Some time ago, the ship Britannia was sailing along the southern coast of America. All apparently was going well, giving promise of a safe and prosperous Voyage. On board was a large consignment of Spanish dollars; and special guard was taken of the casks which contained them. One day, as the ship was passing the coast of Brazil, she struck on a rock, and instantly filled with water. All was hurry and confusion; but the precious casks with their riches were not overlooked. In the hope of saving some of them, they were brought on Deck; but the leak gained so fast, and the ship was in such a sinking condition, that the only hope for life was to take at once to the boats.

Ah, of how little avail was the money then! the golden Spanish dollars, which would bring so much wealth and happiness to many families, were unthought of when life was in danger: men felt that dear life was worth more to them than money.
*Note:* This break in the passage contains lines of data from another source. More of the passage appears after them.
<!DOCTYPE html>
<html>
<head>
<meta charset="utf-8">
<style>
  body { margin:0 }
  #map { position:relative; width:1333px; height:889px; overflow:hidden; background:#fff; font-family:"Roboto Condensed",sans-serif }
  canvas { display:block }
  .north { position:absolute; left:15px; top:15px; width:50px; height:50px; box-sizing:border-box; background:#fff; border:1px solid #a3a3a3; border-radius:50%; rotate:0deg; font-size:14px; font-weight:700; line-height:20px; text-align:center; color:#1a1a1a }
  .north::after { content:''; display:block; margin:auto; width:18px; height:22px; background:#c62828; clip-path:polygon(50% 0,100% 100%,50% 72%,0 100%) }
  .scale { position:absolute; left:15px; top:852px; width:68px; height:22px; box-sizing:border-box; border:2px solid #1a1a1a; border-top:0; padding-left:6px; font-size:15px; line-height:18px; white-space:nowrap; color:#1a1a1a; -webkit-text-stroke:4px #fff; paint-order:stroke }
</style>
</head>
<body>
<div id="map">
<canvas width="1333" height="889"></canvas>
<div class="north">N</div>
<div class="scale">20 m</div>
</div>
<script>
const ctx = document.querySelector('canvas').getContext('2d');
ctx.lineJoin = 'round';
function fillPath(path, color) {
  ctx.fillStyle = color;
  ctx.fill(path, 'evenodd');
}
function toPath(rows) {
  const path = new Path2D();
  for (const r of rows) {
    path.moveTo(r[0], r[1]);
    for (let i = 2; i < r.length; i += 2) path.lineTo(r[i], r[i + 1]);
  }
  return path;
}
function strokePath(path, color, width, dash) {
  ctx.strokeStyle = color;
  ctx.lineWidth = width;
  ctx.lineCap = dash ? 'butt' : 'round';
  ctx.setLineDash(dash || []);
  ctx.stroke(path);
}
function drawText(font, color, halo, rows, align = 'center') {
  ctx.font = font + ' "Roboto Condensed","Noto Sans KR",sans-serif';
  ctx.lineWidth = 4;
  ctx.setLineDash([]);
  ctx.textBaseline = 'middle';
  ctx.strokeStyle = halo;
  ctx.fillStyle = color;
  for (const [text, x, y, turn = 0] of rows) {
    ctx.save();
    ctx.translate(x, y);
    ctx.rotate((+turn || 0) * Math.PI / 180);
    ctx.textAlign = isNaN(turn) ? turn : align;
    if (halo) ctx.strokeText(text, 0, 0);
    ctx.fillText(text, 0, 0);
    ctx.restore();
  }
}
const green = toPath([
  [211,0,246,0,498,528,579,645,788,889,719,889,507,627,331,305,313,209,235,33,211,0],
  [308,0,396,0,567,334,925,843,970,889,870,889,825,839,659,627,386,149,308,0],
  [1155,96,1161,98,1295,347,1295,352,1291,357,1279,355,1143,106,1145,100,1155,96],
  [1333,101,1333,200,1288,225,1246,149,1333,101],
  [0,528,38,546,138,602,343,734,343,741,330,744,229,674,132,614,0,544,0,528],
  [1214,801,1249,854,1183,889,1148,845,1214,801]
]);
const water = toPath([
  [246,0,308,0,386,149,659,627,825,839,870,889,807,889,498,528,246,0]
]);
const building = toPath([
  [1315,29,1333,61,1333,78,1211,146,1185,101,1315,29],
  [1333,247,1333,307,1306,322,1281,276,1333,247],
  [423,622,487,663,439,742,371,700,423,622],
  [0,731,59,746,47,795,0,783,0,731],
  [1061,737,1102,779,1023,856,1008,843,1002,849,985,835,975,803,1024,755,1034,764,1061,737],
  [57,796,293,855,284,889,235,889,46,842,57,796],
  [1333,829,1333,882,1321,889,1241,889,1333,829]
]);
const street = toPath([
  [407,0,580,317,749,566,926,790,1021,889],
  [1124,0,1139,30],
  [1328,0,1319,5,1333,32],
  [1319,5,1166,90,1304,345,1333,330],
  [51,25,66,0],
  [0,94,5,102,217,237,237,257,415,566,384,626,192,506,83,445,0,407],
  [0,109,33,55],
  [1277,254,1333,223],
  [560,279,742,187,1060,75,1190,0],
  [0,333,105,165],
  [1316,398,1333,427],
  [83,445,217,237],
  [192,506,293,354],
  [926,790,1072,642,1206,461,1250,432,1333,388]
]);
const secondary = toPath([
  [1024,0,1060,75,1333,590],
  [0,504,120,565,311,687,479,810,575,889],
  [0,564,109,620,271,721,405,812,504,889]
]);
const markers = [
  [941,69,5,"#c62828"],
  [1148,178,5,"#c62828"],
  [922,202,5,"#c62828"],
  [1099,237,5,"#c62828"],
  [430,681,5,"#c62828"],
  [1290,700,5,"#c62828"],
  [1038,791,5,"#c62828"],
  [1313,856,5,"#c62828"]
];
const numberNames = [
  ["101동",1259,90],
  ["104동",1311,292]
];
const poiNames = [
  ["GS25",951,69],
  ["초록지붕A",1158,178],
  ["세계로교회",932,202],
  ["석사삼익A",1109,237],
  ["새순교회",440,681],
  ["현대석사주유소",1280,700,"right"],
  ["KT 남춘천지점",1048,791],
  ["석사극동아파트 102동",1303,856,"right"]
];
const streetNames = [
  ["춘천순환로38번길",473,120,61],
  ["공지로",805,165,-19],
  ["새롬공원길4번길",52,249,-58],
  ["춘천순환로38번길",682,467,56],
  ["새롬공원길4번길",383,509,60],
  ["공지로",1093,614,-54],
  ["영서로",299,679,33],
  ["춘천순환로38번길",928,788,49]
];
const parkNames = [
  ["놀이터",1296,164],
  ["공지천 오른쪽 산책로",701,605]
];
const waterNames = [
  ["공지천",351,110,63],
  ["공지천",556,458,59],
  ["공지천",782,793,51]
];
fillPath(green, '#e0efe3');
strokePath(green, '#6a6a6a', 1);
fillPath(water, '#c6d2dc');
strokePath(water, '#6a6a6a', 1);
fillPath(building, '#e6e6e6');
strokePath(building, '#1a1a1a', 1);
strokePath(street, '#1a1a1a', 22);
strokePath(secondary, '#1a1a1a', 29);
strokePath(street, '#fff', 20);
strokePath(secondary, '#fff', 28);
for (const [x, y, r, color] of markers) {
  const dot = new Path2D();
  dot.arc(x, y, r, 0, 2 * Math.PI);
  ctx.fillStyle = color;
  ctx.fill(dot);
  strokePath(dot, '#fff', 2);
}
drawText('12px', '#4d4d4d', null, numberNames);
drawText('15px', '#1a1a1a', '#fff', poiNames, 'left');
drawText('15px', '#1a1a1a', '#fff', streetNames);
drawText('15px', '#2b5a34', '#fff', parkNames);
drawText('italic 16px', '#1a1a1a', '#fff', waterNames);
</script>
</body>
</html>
The hungry sea was lashing around the shift, threatening every moment to engulf it; and what good could money do at such a time as that question mark surely no one on-board would even think of it!
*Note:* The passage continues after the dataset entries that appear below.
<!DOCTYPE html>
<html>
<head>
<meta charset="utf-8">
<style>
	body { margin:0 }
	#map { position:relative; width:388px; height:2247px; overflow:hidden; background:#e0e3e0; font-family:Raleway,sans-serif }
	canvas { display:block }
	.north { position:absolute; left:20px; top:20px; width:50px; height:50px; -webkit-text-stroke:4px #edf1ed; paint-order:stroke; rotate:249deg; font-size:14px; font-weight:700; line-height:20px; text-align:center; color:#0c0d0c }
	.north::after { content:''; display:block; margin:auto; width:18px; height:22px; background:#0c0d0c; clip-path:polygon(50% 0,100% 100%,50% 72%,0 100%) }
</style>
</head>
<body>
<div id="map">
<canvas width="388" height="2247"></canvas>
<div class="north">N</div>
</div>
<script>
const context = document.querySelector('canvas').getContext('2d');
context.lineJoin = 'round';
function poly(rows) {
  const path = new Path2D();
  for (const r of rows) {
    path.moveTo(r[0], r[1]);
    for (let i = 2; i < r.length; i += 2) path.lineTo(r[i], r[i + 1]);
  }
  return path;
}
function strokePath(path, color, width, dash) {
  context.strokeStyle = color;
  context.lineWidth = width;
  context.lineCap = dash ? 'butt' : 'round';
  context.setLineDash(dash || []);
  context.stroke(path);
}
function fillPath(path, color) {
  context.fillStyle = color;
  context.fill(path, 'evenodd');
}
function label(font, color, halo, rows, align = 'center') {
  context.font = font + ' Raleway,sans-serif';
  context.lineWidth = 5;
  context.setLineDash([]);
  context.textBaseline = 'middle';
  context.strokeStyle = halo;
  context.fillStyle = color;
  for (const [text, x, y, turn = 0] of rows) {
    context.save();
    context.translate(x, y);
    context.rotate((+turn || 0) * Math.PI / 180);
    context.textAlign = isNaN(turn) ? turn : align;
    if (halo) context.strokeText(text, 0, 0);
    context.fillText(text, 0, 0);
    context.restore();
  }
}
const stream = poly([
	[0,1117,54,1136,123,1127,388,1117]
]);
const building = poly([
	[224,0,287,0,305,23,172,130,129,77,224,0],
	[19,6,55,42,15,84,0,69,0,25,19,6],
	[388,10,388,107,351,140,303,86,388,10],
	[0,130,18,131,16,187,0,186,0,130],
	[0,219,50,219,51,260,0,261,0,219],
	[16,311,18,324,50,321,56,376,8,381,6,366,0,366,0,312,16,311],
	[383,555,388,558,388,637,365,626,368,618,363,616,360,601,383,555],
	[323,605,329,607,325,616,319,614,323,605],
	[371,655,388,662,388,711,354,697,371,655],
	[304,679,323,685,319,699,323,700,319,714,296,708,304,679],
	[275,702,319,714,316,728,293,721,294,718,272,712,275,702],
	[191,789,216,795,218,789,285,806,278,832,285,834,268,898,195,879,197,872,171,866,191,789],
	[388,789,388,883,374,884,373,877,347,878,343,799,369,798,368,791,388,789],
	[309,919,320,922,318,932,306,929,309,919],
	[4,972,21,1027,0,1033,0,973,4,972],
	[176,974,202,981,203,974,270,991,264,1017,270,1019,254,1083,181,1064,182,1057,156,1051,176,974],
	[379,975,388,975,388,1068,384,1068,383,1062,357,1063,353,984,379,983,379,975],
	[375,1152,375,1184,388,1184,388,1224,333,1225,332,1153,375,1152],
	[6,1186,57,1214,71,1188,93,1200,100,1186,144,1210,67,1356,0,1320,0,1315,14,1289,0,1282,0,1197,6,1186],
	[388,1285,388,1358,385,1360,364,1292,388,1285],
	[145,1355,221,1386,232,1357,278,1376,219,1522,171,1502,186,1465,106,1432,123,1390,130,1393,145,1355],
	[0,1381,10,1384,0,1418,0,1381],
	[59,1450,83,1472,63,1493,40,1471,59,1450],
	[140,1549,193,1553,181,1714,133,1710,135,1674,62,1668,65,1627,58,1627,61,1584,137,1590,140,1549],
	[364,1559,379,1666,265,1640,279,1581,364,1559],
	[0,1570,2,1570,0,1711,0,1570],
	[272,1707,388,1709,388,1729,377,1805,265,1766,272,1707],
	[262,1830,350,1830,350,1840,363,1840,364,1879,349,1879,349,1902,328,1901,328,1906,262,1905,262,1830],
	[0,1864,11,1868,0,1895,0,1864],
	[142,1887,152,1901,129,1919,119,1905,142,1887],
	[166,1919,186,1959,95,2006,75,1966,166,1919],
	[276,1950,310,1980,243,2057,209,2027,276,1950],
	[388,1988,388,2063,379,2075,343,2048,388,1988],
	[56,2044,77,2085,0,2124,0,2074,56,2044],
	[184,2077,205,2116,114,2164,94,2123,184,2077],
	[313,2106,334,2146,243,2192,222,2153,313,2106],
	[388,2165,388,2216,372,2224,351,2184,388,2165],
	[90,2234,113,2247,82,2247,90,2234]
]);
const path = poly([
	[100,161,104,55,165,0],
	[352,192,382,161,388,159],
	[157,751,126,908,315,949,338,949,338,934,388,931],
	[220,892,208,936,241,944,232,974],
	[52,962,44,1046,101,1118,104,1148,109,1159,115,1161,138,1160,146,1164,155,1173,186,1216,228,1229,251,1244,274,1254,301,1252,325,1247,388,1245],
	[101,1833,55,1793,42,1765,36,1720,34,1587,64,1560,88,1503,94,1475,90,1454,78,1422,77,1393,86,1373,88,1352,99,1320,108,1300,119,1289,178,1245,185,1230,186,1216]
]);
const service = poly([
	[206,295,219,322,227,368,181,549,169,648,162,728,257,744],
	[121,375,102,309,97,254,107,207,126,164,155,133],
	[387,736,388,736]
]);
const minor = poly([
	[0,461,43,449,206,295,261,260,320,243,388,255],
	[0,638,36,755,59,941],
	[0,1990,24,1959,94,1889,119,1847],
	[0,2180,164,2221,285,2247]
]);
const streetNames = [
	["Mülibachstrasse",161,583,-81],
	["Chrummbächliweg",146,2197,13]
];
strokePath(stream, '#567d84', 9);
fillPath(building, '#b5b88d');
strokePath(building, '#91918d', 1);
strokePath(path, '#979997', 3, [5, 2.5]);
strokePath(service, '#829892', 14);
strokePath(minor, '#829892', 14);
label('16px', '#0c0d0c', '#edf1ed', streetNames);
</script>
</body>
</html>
The last boat was about to push off; it was the final chance for those on board and a young midshipman, who was just stepping into the boat, mindful of his duty, rushed back to make sure that there was no one by any mischance being left in the now fast sinking vessel. How great was his surprise to see a man calmly sitting on deck, with a hatchet in his hand, breaking open the casks, and heaping the money all about him.
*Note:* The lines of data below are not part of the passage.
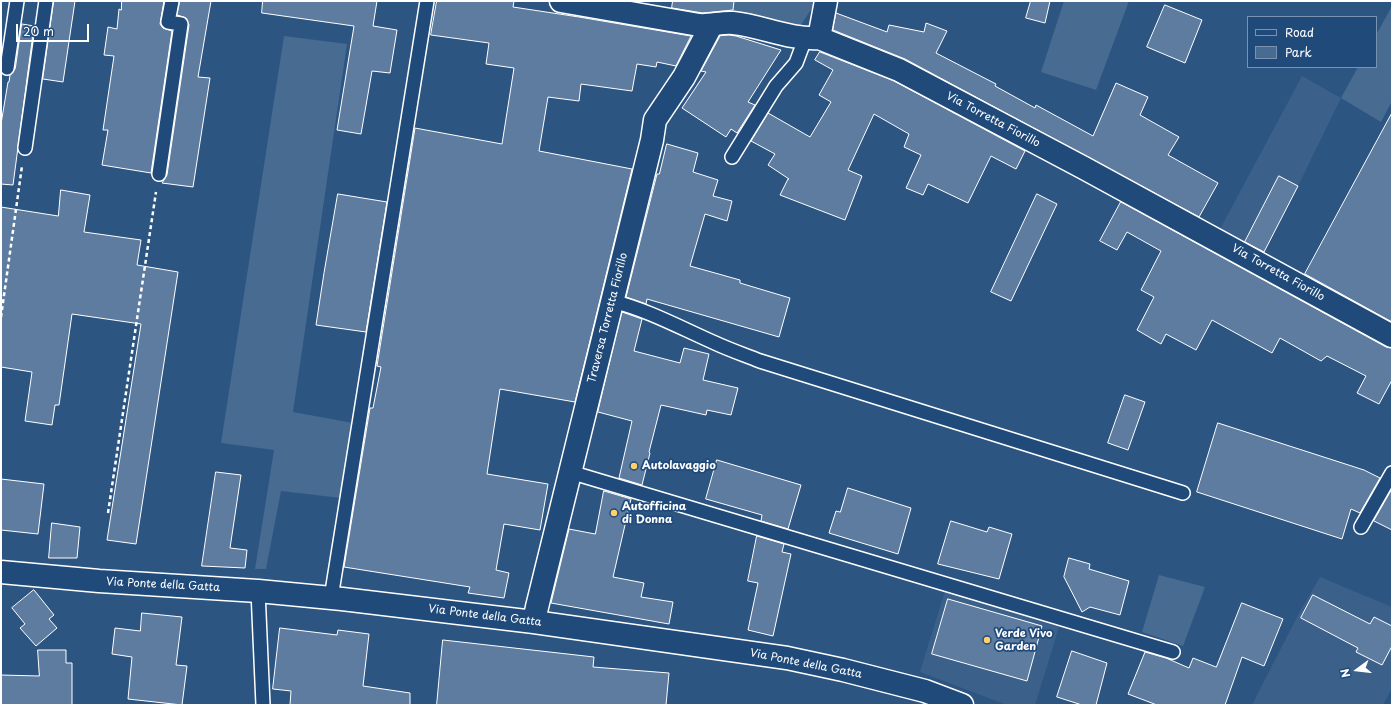 <!DOCTYPE html>
<html>
<head>
<meta charset="utf-8">
<style>
	body { margin:0 }
	#map { position:relative; width:1393px; height:706px; overflow:hidden; background:#2c5582; font-family:"Playpen Sans",sans-serif }
	canvas { display:block }
	.frame { position:absolute; inset:0; border:2px solid #fff; pointer-events:none }
	.legend { position:absolute; left:1247px; top:16px; width:130px; height:52px; box-sizing:border-box; background:#1f4a7a; border:1px solid #7992af; margin:0; padding:5px 7px; list-style:none; font-size:12px; color:#fff }
	.legend li { display:flex; align-items:center; gap:8px; height:20px }
	.legend b { width:20px; border:1px solid #7992af }
	.north { position:absolute; left:1337px; top:650px; width:40px; height:40px; -webkit-text-stroke:3px #1f4a7a; paint-order:stroke; rotate:255deg; font-size:11px; font-weight:700; line-height:16px; text-align:center; color:#fff }
	.north::after { content:''; display:block; margin:auto; width:14px; height:18px; background:#fff; clip-path:polygon(50% 0,100% 100%,50% 72%,0 100%) }
	.scale { position:absolute; left:16px; top:24px; width:73px; height:18px; box-sizing:border-box; border:2px solid #fff; border-top:0; padding-left:5px; font-size:12px; line-height:14px; white-space:nowrap; color:#fff; -webkit-text-stroke:3px #1f4a7a; paint-order:stroke }
</style>
</head>
<body>
<div id="map">
<canvas width="1393" height="706"></canvas>
<div class="frame"></div>
<ul class="legend">
<li><b style="height:5px;background:#1f4a7a"></b>Road</li>
<li><b style="height:11px;background:#486b92"></b>Park</li>
</ul>
<div class="north">N</div>
<div class="scale">20 m</div>
</div>
<script>
const c = document.querySelector('canvas').getContext('2d');
c.lineJoin = 'round';
function paint(path, color) { c.fillStyle = color; c.fill(path, 'evenodd'); }
function trace(path, color, width, dash) { c.strokeStyle = color; c.lineWidth = width; c.lineCap = dash ? 'butt' : 'round'; c.setLineDash(dash || []); c.stroke(path); }
function drawText(font, color, halo, rows, align = 'center') {
  c.font = font + ' "Playpen Sans",sans-serif'; c.lineWidth = 3.5; c.setLineDash([]); c.textBaseline = 'middle'; c.strokeStyle = halo; c.fillStyle = color; for (const [text, x, y, turn = 0] of rows) {
    c.save(); c.translate(x, y); c.rotate((+turn || 0) * Math.PI / 180); c.textAlign = isNaN(turn) ? turn : align; if (halo) c.strokeText(text, 0, 0); c.fillText(text, 0, 0); c.restore();
  }
}
const built = new Path2D(`
	M1302 76 1341 98 1298 186 1262 254 1219 231Z
	M1320 577 1392 607V688L1383 705H1252L1299 613Z
	M945 591 1059 627 1035 705H1007L920 672Z`);
const green = new Path2D(`
	M734 1H815L814 5 799 28 732 16Z
	M1064 1H1129L1096 90 1041 72Z
	M1392 6V101L1381 122 1341 98 1358 67H1376V35Z
	M284 36 347 44 293 412 353 423 341 498 281 491 266 569H255L274 450 221 443Z
	M1159 575 1205 587 1183 646 1142 632Z`);
const building = new Path2D(`
	M54 1H75L63 82 43 79Z
	M122 1H164L160 24 163 28 172 31 151 173 102 165 108 130H103L114 56 104 55 108 27 117 29 119 9 121 10Z
	M180 1H211L198 77 210 78 193 187 162 183 167 175 189 25 186 18 177 15Z
	M263 1H377L373 26 397 30 390 73 372 71 361 134 337 130 354 26 262 13Z
	M437 1H514L513 7 579 17 691 36 676 66 657 62 656 67 637 64 632 91 581 84 579 101 548 97 539 151 632 169 575 402 500 389 487 474 548 484 540 530 504 524 496 570 509 573 504 598 468 593 470 587 344 567 370 408H373L381 367 377 366 415 128 502 144 514 68 486 64 489 43 431 35Z
	M673 1H734L733 10 703 13 672 8Z
	M1031 1H1050L1045 23 1026 18Z
	M1165 5 1202 20 1185 63 1147 47Z
	M836 13 887 32 889 25 924 32 926 23 947 31 936 53 996 84 995 86 1035 108 1036 105 1093 136 1116 83 1148 97 1140 115 1179 137 1168 155 1218 183 1199 217 905 59 833 30Z
	M22 24 34 26 13 185 1 184V124L8 82H9L10 75 15 69Z
	M729 35 736 36 781 50 748 102 755 105 737 133 731 129 726 137 682 108 706 72 701 71 720 36Z
	M820 52 894 81 1025 151 1016 169 991 156 968 203 928 184 923 195 906 188 921 155 904 147 909 134 874 114 848 170 862 176 845 220 780 195 788 179H789L768 165 775 154 751 141 768 113 810 137 831 102 819 95 833 70 815 60Z
	M1392 113V322L1305 274Z
	M667 144 698 153 693 172 718 180 713 196 732 201 727 221 705 214 690 266 740 280V283L790 298 779 337 647 299 646 304 626 297 657 174H659Z
	M1279 176 1298 186 1264 252 1245 242Z
	M61 190 90 195 84 232 141 240 137 265 178 272 136 544 107 540 141 324 72 314 59 405H55L52 425 25 421 32 372 1 367V207L58 216Z
	M338 194 387 202 366 332 316 325 324 273Z
	M1037 194 1057 204 1011 301 991 292Z
	M1121 202 1386 347 1392 348V380L1379 404 1357 393 1366 376 1327 356 1321 361 1280 338 1272 353 1212 320 1196 350 1166 334 1161 344 1137 330 1154 297 1141 290 1161 251 1127 232 1117 250 1100 241Z
	M622 312 642 319 634 351 680 363 684 348 709 354 703 380 738 388 731 415 707 410 706 415 661 405 649 452 650 453 642 485 619 478 632 421 598 412Z
	M1125 395 1145 402 1128 450 1108 443Z
	M1218 423 1364 470 1380 478 1360 513 1351 509 1342 539 1197 492Z
	M717 460 801 485 788 529 761 521 762 515 706 499Z
	M216 472 241 475 230 548 247 550 245 568 202 566Z
	M1 479 44 484 38 534 1 530Z
	M848 488 911 508 898 554 829 533 836 511 840 512Z
	M1392 489V530L1374 521Z
	M604 491 631 499 613 577 644 583 641 597 673 602 669 624 551 603 569 529 595 534Z
	M951 521 987 532 989 527 1012 534 999 579 938 564Z
	M52 523 80 527 77 558H49Z
	M757 536 784 544 782 552 791 554 773 636 748 630 758 583 748 581Z
	M1069 558 1090 564 1089 569 1129 581 1120 615 1090 607 1082 612 1064 577Z
	M34 590 54 615 49 619 57 628 36 646 20 628 25 624 12 608Z
	M1313 595 1370 624 1374 617 1392 626V646L1382 665 1356 652 1358 648 1301 618Z
	M948 599 1042 626 1027 681 932 654Z
	M1242 603 1283 619 1264 666 1242 657 1225 705H1157L1128 694 1145 652 1166 658 1189 668 1193 658 1216 667Z
	M142 613 182 617 176 665 187 666 182 705 128 699 132 657 112 654 115 628 140 631Z
	M280 628 337 635 338 630 369 634 363 686 410 693V705H290L291 691 273 689Z
	M443 640 594 657 593 667 669 673 666 705H437Z
	M38 650H66V663H72V705H1V675L39 676Z
	M1072 651 1107 663 1096 705H1082L1057 697Z`);
const path = new Path2D(`
	M1 317 22 166
	M108 513 156 192`);
const service = new Path2D(`
	M7 68 17 1
	M25 148 46 1
	M732 157 776 86 796 63 805 39
	M159 174 181 24 168 22 172 1
	M612 301C648 310 681 328 715 343 730 350 745 355 760 361L1183 493
	M570 472 1173 652
	M1361 527 1392 473
	M258 591 263 705
	M331 598 427 1`);
const minor = new Path2D(`
	M561 1 699 25C710 26 722 22 733 23 762 26 790 40 819 38L899 70 1084 168 1392 336
	M819 38 826 1
	M1 572 99 581 258 591 342 599 534 622 787 658 843 670 925 691 962 705
	M534 622 537 607 652 140 655 120 684 77 711 26`);
const markers = [
	[634,466,4,"#ffd166"],
	[614,513,4,"#ffd166"],
	[987,640,4,"#ffd166"]
];
const streetNames = [
	["Via Torretta Fiorillo",993,120,28],
	["Via Torretta Fiorillo",1278,273,29],
	["Traversa Torretta Fiorillo",608,318,-76],
	["Via Ponte della Gatta",163,585,3],
	["Via Ponte della Gatta",485,616,7],
	["Via Ponte della Gatta",806,664,11]
];
const poiNames = [
	["Autolavaggio",642,466],
	["Autofficina",622,507],
	["di Donna",622,520],
	["Verde Vivo",995,634],
	["Garden",995,647]
];
paint(built, '#3b618b');
paint(green, '#486b92');
paint(building, '#5e7c9f');
trace(building, '#fff', 1);
trace(service, '#fff', 16);
trace(minor, '#fff', 25);
trace(path, '#fff', 2.5, [4, 3]);
trace(service, '#1f4a7a', 13);
trace(minor, '#1f4a7a', 22);
for (const [x, y, r, color] of markers) { const dot = new Path2D(); dot.arc(x, y, r, 0, 2 * Math.PI); c.fillStyle = color; c.fill(dot); trace(dot, '#1f4a7a', 1.5); }
drawText('11px', '#fff', '#1f4a7a', streetNames);
drawText('bold 11px', '#fff', '#1f4a7a', poiNames, 'left');
</script>
</body>
</html>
“What can you be thinking of?” shouted the young man. “What are you doing? Don’t you know the ship is sinking fast? A few minutes more, and she will go down!”

“She may go down,” said the infatuated man; “but I have lived a poor wretch all my life, and now I am determined that I’ll die rich!”

The young midshipman vainly pleaded with him to escape, while escape was possible, by coming into the boat; but the only answer was a flourish of his hatchet as he deliberately began to open another cask. Seeing that his most pressing entreaties were in vain, the young man hastened away to save his own life. He jumped into the boat, and the crew pulled away rapidly, leaving the money-seeker to his self-chosen fate. A few minutes more, and the ship heeled over and sink beneath the waves. The last view that they had of the man showed that he was still sitting among the shining heaps of gold.

Did he die rich? He died poor, immeasurably poor for the next world. He risked his life for gold, and he lost his life. “What shall it profit a man if he shall gain the whole world, and lose his own soul?” The man had the opportunity of being saved; but he would not heed the entreaties of his friend. Safety was offered to him; yea, he was begged to leave his gold and enter the boat, but he first neglected, then finally rejected, all offer of escape, and went to his doom. He was not lost because he had no opportunity of being saved; but because he refused it. Like him, if we are lost, it will not be because we had no opportunity; but because, having had every warning and pleading that God can give, we have rejected his way of escape, and deliberately chosen our own way. God Gave his well-beloved Son, his only son, to die for us; and unless we come as poor, lost, guilty ones, deserving of hell, and accept his salvation, we shall be eternally lost; for it is written, “Neither is there salvation in any other: for there is none other name under Heaven given among men, whereby we must be saved.”